On the next page, the Star had conveniently updated the public with the status of the killer dog LeRoc.
WHAT The Star hadn't updated of course, is what happened next:
(And I think it best that I write it here, for my own records. I'll probably forget about the whole thing a few days later.)
--- the poor Pekingese that Grandpa was holding? A few months after the incident, the maid took the dog out for a walk ---- and the dog disappeared, without a trace. Poor maid was left crying as Uncle Kelvin throw a huge tantrum on losing late Grandma's beloved dog (I don't know how Uncle Kelvin questioned her, but she plainly cannot even describe how the dog got lost).They had the neighborhood search and all that and even put up a reward, but said Pekingese never did return. I had surmised either someone dog-napped the fella, or it felt into the huge monsoon drain in the 'hood (there was a huge one running through the Taman), but what we all knew was it was never found.
- LeRoc (only today I finally found out its name), while it did become a police dog, what eventually happened - was one day, the same dog (which the Star had described as having good temperament and all the good qualities of a, y'know, loyal dog), went and attacked another policewoman (and from what Mom told me, the policewoman ended up seriously injured), so then the police dog squad ultimately decided to 'put the dog to sleep' by shooting it --- citing that they cannot continue to rehabilitate this dog if it *stills* continue to attack people, even after training.
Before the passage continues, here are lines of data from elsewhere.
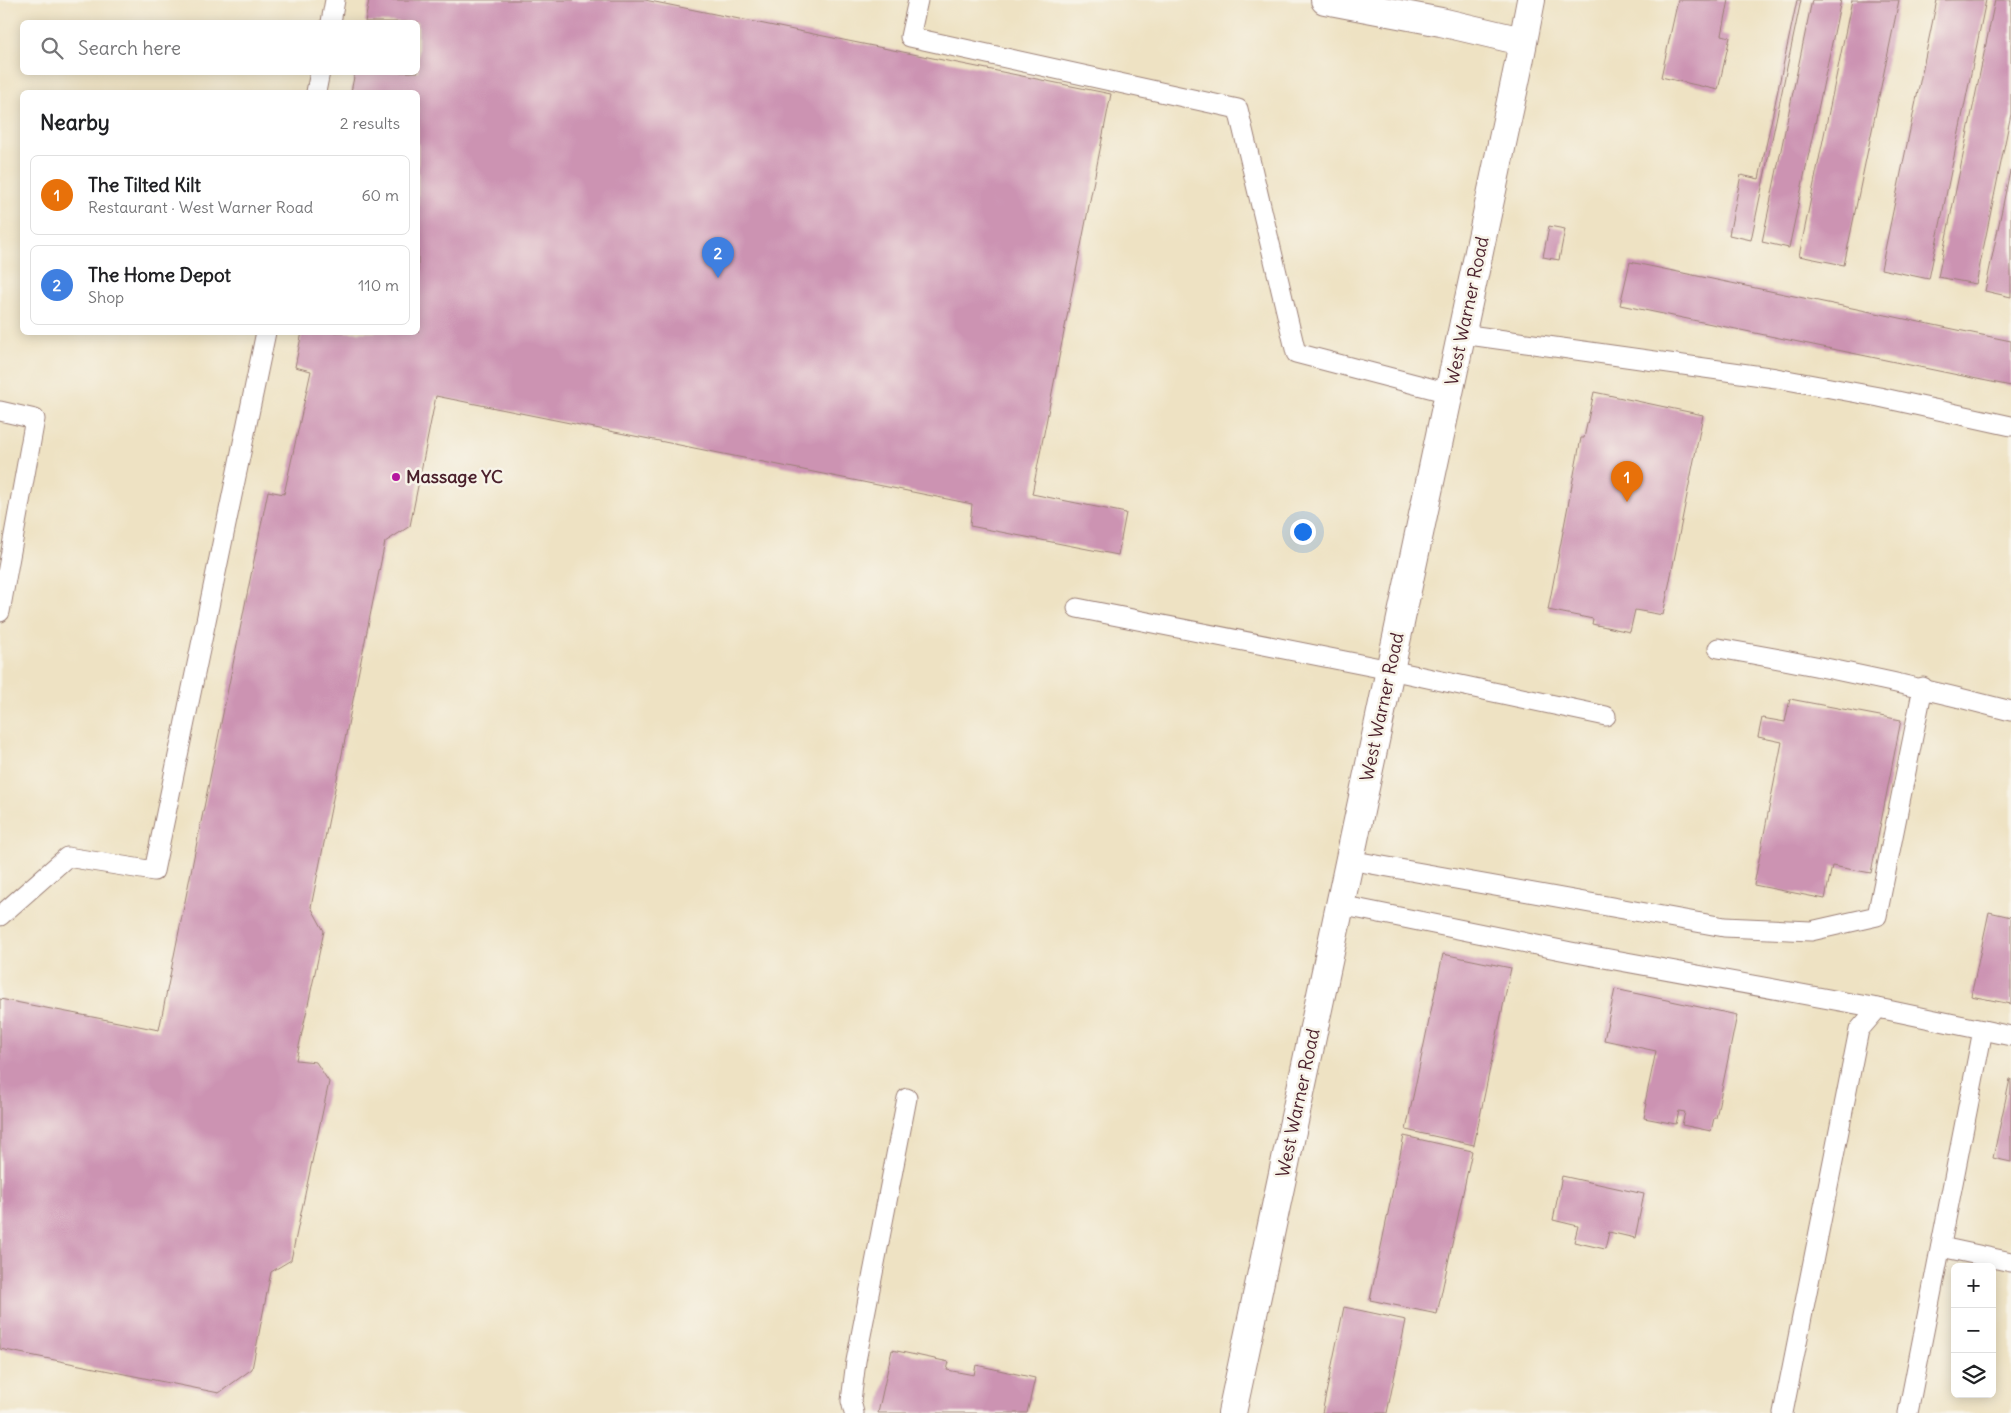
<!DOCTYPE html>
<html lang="en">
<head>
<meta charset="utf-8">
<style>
  :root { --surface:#fff; --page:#f2f2f2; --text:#202124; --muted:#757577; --line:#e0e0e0; --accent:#b5179e }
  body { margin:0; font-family:Delius,sans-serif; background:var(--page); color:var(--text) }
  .controls { position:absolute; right:15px; bottom:15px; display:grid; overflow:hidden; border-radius:8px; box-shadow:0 2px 12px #0003 }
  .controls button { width:45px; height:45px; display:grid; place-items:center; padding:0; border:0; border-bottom:1px solid var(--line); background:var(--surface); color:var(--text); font:25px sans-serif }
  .you { position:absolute; left:1302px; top:531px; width:18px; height:18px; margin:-12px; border:4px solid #fff; border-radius:50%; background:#1a73e8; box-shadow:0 0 0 8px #1a73e833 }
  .badge { display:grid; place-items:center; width:32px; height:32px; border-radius:50%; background:var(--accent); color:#fff; font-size:16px; font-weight:700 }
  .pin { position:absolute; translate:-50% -41px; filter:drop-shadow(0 1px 2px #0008) }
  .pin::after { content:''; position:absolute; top:26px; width:18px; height:15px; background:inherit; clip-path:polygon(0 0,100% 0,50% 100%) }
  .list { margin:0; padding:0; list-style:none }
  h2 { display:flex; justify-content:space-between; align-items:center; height:65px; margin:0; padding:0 20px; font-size:21px }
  h2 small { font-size:16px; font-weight:400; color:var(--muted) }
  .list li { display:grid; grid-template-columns:32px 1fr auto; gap:15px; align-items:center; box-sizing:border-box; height:80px; margin:0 10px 10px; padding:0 10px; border:1px solid var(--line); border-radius:8px }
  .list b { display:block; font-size:19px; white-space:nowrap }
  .list p { margin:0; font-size:16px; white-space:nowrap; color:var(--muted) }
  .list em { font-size:16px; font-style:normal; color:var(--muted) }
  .icon { flex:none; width:28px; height:28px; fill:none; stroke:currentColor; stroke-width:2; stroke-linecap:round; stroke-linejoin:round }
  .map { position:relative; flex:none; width:2011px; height:1413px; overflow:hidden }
  .search { position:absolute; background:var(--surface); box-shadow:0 2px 12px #0003; left:20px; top:20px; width:400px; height:55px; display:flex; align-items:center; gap:12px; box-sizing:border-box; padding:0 18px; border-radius:8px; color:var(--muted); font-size:19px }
  .panel { position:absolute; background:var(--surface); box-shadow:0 2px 12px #0003; left:20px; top:90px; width:400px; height:245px; border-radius:8px }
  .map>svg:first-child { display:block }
  .building { fill:#cc93b2 }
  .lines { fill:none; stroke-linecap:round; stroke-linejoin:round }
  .service-casing { stroke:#9c8077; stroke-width:21 }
  .minor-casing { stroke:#9c8077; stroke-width:30 }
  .secondary-casing { stroke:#9c8077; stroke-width:30 }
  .service { stroke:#fff; stroke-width:19 }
  .minor { stroke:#fff; stroke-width:28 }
  .secondary { stroke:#fff; stroke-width:28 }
  .poi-dot { fill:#b5179e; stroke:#f7f3e8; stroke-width:2 }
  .labels { text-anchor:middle; stroke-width:5; stroke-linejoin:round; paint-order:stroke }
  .street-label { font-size:18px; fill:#4a1f2b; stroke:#f7f3e8 }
  .poi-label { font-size:18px; font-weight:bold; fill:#4a1f2b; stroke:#f7f3e8; text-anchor:start }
</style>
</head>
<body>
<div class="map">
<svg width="2011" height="1413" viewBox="0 0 2011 1413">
  <rect width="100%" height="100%" fill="#f7f3e8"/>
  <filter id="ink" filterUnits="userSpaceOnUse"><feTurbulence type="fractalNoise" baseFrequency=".02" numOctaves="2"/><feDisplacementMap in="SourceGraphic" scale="10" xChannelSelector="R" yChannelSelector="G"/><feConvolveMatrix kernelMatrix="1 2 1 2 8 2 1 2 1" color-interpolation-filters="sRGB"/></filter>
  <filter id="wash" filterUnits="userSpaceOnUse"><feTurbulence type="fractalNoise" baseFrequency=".0096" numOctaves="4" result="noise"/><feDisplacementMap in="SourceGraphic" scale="20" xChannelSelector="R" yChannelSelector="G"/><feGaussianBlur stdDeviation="1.12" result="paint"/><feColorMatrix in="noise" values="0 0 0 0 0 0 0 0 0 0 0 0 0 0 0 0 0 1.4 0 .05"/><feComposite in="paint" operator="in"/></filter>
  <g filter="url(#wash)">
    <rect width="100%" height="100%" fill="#eee2c3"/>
    <g id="blocks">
      <!-- building -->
      <g class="building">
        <path d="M369,0h276l466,94 -79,400 94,19 -8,42 -148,-29 2,-22 -536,-108 -26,130 -25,16 -74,365 13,24 -28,129 20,2 13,20 -38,178 -20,12 -19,97 -33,24 -219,-44v-350l159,31 109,-539 16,3 27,-123 -16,-4 7,-35h116v-240h-67l4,-20h63v-50h-53z"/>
        <path d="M1678,0h51l-7,35 8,2 -12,53 -57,-13z"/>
        <path d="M1797,0h4l-50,240 -22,-5 12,-60 18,4z"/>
        <path d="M1812,0h29l-52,248 -27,-6z"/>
        <path d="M1852,0h47l-55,265 -45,-9z"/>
        <path d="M1937,0h49l-57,279 -48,-10z"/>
        <path d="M1995,0h16v114l-35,170 -38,-7z"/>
        <path d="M2010,171h1v126l-26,-6z"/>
        <path d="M1549,226l16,3 -6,31 -16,-3z"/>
        <path d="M1630,262l381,79v45l-391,-81z"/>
        <path d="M1594,392l109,23 -40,200 -28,-5 -5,22 -38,-8 1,-5 -45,-9 33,-172h3z"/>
        <path d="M1790,699l111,21 -30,153 -39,-7 -7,33 -71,-14 28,-143 -24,-5 4,-19 23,4z"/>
        <path d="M1989,912l22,5v87l-40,-8z"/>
        <path d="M1443,954l68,14 -37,177 -68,-15z"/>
        <path d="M1615,989l122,26 -21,103h-2l-3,13 -29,-6 3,-13 -6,-1 -3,13 -32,-6 3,-14 -2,-1 11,-52 -52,-11z"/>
        <path d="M2010,1079h1v83l-18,-4z"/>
        <path d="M1404,1136l68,15 -35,163 -67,-14z"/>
        <path d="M1562,1176l82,18 -9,44 -26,-6 -4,17 -31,-7 4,-16 -25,-6z"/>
        <path d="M1344,1307l62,13 -19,93h-65z"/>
        <path d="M892,1350l57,12 -2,8 27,5 2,-10 59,13 -8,35h-149z"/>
      </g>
    </g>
  </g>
  <g filter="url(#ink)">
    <use href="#blocks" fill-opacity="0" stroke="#9c8077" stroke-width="1"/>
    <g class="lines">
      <defs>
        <g id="service">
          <path d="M918,0l-8,37 328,72 58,244 153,40"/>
          <path d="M331,22l4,-22"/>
          <path d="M316,92l4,-20"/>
          <path d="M1462,334l314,44 103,19 132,29"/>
          <path d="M0,411l35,8 -35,193"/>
          <path d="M1077,608l313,62 216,46"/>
          <path d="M1718,648c100,17 195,37 293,63"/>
          <path d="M1349,860l375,67 87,4 66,-15 46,-229"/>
          <path d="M1340,905l231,47 307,56"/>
          <path d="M0,916l67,-59 87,14 112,-539"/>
          <path d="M1983,1030l28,6"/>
          <path d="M1941,1247l70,15"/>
          <path d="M854,1413l-3,-12 5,-40 51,-263"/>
          <path d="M1783,1413l76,-383 19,-22 105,22 -75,383"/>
        </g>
        <path id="minor" d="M1325,0l116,22 81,19"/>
        <path id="secondary" d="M1232,1413l285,-1340 14,-73"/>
      </defs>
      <!-- service casing -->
      <use href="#service" class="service-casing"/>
      <!-- minor casing -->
      <use href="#minor" class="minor-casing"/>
      <!-- secondary casing -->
      <use href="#secondary" class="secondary-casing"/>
      <!-- service -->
      <use href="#service" class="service"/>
      <!-- minor -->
      <use href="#minor" class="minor"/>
      <!-- secondary -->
      <use href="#secondary" class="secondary"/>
    </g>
  </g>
  <!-- markers -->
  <circle class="poi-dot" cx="396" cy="477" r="5"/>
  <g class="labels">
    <!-- street labels -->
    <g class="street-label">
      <text transform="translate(1467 311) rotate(-78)" y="6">West Warner Road</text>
      <text transform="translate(1382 707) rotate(-78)" y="6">West Warner Road</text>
      <text transform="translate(1298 1103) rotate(-78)" y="6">West Warner Road</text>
    </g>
    <!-- poi labels -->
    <g class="poi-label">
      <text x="406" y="483">Massage YC</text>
    </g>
  </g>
</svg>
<div class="controls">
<button>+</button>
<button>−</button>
<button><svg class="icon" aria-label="layers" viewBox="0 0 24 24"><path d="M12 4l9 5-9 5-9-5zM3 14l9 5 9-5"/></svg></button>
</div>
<div class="you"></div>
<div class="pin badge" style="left:1627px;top:502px;background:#e8710a">1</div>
<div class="pin badge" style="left:718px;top:278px;background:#3f7fe0">2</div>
<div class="search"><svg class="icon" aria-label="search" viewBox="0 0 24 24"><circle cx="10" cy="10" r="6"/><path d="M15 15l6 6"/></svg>Search here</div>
<section class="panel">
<h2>Nearby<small>2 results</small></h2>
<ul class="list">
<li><span class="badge" style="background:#e8710a">1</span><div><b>The Tilted Kilt</b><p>Restaurant · West Warner Road</p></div><em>60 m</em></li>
<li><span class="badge" style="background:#3f7fe0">2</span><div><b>The Home Depot</b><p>Shop</p></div><em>110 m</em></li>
</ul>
</section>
</div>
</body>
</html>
- LeRoc's previous master who was a neighbour in the opposite house and down the road a few houses, he/she reportedly paid back the Tan family RM30k as compensation. The Star reported that LeRoc was left unchained/not on a leash --- but back then when I went to see the person's house, the black front gates are unusually high (almost 12ft) --- it's no way possible for a dog to jump that high, much less a human (the human will have to scale up the gates before he can even climb over it), and being all straight bars, ya'd think the dog had somehow earned ninja skills to climb the gate without any possible footholds.
(which may then explained why the owner didn't bother to chain the dog up.)
But, This is the mystery that is still unsolved today --- how is it that a dog, inside the house's compound, could possibly jumped more than 12ft high to run across and bite an aging lady by the neck?
(this is also one helluva strange bit that remains unsolved - the dog somehow knows where the human's weak point is, and how to lunge for that sensitive area between the head and the chest, but how? Good timing? Pure luck? Or was it, somehow, programmed to kill someone? No one knows, and the dog had carried its secret to its grave, case closed.)
How the rest of the Tan family spread across Malaysia gonna react to this seemingly return from the dead that of Grandma's, but
what I do know is, this incident has happened more than 10 years ago, and frankly, we the family don't need reminding via the papers.
(what with last year's Grandpa's passing and the subsequent sh*tstorm that happened after, no thanks to Uncle Kelvin.)
So nope, The Star, don't expect a thank you or hugs and kisses or even nolstagic-laced praises for republishing the old article.
Just let us move on with our lives, already.